WHAT TO WORK ON
Please return, with no alterations, the lines below from the very first through the one that contains "2px #68666b) drop-shadow(0".

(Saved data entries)

------------------------------

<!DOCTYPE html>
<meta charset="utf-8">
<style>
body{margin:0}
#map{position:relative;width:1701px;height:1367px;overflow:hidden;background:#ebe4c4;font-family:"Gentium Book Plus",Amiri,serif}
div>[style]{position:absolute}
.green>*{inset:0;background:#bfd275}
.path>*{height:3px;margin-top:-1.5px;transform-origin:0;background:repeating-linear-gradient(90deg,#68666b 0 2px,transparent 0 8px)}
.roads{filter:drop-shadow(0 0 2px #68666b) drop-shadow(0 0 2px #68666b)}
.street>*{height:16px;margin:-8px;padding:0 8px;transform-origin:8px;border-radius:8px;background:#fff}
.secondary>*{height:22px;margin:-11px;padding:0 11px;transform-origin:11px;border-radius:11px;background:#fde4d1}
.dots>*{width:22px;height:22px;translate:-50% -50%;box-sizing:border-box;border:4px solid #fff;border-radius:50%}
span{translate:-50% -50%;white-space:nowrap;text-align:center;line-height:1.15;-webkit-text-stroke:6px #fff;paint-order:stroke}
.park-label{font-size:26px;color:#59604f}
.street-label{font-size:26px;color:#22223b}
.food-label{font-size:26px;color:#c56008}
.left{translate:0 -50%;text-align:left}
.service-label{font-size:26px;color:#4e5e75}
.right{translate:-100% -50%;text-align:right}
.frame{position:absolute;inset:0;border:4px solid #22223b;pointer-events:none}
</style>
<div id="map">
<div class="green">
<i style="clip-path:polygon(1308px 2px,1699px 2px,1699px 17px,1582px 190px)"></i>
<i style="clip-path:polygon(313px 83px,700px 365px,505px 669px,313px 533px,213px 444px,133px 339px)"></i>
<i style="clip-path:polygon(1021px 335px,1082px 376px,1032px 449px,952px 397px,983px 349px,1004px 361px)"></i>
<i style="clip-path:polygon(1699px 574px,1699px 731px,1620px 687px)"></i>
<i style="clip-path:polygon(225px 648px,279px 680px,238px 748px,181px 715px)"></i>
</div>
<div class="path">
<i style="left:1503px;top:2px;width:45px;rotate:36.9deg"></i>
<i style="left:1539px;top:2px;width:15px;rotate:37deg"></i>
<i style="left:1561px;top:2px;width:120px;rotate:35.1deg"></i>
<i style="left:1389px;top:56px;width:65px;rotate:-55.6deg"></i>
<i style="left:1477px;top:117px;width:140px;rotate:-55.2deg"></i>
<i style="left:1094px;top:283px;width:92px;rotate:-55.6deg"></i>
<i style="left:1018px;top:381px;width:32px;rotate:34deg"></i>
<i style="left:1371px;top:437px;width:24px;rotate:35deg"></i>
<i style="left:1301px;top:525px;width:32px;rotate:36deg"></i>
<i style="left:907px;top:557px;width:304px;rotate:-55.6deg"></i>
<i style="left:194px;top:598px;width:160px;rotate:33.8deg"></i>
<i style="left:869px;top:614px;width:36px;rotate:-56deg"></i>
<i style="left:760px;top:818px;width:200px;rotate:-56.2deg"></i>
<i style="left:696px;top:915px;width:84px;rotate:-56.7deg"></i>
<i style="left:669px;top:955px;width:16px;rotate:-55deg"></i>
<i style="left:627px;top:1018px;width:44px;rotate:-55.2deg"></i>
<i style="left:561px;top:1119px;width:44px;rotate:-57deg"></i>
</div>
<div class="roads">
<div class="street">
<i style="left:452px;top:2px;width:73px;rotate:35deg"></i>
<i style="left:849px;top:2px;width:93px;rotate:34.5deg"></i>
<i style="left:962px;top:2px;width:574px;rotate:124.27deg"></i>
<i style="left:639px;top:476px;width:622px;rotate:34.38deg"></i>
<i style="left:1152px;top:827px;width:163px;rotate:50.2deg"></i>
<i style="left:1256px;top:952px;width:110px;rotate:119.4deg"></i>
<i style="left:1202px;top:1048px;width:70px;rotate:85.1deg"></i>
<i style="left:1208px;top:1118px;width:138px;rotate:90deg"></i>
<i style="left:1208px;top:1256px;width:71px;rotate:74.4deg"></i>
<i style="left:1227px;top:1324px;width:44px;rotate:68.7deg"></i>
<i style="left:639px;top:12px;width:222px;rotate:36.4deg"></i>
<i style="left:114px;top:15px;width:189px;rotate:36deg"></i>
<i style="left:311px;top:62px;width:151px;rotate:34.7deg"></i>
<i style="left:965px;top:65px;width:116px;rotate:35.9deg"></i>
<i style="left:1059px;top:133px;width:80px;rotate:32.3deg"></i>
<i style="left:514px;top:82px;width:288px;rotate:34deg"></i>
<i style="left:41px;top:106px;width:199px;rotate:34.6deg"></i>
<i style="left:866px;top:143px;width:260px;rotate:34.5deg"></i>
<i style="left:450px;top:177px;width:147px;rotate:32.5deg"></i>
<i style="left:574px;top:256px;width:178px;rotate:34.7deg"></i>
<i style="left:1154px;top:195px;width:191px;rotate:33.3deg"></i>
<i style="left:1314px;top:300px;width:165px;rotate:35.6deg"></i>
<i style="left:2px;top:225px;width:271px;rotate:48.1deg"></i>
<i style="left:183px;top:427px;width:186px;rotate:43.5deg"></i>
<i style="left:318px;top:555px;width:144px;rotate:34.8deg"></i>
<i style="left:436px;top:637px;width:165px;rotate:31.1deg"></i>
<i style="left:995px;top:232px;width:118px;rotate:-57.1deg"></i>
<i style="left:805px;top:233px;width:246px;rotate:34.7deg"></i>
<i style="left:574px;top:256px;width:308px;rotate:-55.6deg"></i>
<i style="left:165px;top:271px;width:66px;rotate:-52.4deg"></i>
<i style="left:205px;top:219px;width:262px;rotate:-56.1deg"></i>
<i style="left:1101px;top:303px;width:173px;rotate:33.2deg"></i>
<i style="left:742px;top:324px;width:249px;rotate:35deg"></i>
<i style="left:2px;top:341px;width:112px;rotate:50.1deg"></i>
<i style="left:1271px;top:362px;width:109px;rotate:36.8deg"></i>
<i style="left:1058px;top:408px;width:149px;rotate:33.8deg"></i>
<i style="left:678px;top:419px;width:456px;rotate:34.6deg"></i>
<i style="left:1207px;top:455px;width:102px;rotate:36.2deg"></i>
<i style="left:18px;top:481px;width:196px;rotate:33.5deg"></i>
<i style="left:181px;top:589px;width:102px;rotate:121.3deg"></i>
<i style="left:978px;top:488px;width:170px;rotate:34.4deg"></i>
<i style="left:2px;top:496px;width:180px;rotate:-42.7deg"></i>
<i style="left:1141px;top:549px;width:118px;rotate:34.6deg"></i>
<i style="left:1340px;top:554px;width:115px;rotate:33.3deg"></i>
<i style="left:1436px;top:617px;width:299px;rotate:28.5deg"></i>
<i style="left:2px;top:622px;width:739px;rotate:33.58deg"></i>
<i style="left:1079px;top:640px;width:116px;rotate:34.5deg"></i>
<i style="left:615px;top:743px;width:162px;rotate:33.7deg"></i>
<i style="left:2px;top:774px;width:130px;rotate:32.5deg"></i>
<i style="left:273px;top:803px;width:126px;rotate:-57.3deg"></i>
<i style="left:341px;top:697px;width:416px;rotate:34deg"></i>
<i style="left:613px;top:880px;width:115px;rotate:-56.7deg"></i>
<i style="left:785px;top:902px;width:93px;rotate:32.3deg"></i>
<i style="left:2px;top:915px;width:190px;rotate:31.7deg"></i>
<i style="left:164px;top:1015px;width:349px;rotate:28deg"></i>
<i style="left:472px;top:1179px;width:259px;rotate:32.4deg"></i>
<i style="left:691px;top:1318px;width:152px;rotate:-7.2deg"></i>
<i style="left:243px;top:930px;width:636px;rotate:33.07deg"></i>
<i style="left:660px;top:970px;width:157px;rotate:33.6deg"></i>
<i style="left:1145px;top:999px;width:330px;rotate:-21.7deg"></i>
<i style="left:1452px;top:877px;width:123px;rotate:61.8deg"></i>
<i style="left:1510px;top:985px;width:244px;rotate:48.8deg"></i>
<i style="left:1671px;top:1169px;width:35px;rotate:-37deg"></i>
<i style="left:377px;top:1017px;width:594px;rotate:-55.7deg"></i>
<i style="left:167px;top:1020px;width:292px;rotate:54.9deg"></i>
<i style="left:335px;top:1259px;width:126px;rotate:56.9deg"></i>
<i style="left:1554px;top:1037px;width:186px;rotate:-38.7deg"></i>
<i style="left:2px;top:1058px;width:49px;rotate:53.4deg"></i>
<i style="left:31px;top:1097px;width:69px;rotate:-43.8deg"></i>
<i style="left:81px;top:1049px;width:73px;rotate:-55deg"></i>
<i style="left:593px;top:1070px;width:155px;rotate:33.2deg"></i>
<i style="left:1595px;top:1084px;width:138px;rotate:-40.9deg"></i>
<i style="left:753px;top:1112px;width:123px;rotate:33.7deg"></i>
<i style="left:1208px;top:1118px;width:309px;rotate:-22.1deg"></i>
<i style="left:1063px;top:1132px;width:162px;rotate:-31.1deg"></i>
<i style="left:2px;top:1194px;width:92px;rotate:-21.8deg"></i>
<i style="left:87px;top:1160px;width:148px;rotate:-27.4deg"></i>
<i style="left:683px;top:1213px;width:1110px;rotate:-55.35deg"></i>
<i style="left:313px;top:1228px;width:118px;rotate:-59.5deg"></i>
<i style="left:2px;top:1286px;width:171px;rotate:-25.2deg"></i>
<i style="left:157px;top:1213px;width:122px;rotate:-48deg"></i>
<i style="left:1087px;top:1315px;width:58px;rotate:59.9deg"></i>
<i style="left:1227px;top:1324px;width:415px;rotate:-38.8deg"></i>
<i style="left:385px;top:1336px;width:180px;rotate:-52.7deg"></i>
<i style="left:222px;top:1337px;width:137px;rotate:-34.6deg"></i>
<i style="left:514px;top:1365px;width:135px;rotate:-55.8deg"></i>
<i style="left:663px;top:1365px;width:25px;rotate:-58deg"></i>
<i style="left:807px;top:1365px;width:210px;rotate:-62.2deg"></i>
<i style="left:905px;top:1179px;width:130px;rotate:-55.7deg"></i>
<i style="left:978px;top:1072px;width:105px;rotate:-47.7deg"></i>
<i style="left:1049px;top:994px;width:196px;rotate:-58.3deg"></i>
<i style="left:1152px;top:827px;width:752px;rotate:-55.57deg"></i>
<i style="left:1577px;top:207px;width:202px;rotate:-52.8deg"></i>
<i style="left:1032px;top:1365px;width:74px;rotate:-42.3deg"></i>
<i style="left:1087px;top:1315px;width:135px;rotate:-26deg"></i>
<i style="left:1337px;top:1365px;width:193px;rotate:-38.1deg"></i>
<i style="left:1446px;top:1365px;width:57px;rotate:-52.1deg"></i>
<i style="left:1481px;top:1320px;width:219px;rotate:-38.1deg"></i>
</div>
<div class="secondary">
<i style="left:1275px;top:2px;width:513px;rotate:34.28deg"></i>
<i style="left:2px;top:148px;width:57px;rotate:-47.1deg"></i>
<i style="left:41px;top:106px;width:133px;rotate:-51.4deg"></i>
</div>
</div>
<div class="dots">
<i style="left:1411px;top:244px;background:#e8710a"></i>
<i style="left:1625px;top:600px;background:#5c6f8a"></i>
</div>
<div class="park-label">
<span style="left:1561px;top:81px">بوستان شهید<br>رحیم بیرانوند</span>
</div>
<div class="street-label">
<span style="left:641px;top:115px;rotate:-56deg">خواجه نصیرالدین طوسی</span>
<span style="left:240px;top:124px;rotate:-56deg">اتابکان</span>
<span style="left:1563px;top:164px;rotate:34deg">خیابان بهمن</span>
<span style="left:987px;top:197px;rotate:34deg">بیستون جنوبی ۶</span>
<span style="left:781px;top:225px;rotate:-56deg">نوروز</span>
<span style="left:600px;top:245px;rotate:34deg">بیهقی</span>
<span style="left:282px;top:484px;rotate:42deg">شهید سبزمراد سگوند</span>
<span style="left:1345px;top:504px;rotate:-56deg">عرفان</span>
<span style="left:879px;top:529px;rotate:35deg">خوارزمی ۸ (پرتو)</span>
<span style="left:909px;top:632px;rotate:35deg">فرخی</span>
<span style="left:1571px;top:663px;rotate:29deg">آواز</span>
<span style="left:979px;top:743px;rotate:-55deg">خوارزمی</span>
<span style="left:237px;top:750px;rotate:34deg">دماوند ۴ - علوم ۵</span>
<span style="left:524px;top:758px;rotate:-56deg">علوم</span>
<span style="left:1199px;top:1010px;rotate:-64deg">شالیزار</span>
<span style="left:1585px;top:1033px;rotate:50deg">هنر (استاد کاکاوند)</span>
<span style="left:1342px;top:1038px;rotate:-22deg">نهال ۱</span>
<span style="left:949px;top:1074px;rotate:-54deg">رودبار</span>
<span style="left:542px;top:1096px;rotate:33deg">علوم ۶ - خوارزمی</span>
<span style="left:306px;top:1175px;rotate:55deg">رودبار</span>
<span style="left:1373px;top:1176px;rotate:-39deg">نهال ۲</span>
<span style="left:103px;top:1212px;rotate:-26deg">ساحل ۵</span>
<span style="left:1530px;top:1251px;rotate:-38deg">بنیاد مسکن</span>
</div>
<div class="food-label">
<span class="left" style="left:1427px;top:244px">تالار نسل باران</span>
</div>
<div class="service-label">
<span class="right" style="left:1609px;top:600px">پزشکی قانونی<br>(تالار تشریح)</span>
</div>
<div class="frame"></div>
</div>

------------------------------

EXERCISE OUTPUT
<!DOCTYPE html>
<meta charset="utf-8">
<style>
body{margin:0}
#map{position:relative;width:1701px;height:1367px;overflow:hidden;background:#ebe4c4;font-family:"Gentium Book Plus",Amiri,serif}
div>[style]{position:absolute}
.green>*{inset:0;background:#bfd275}
.path>*{height:3px;margin-top:-1.5px;transform-origin:0;background:repeating-linear-gradient(90deg,#68666b 0 2px,transparent 0 8px)}
.roads{filter:drop-shadow(0 0 2px #68666b) drop-shadow(0 0 2px #68666b)}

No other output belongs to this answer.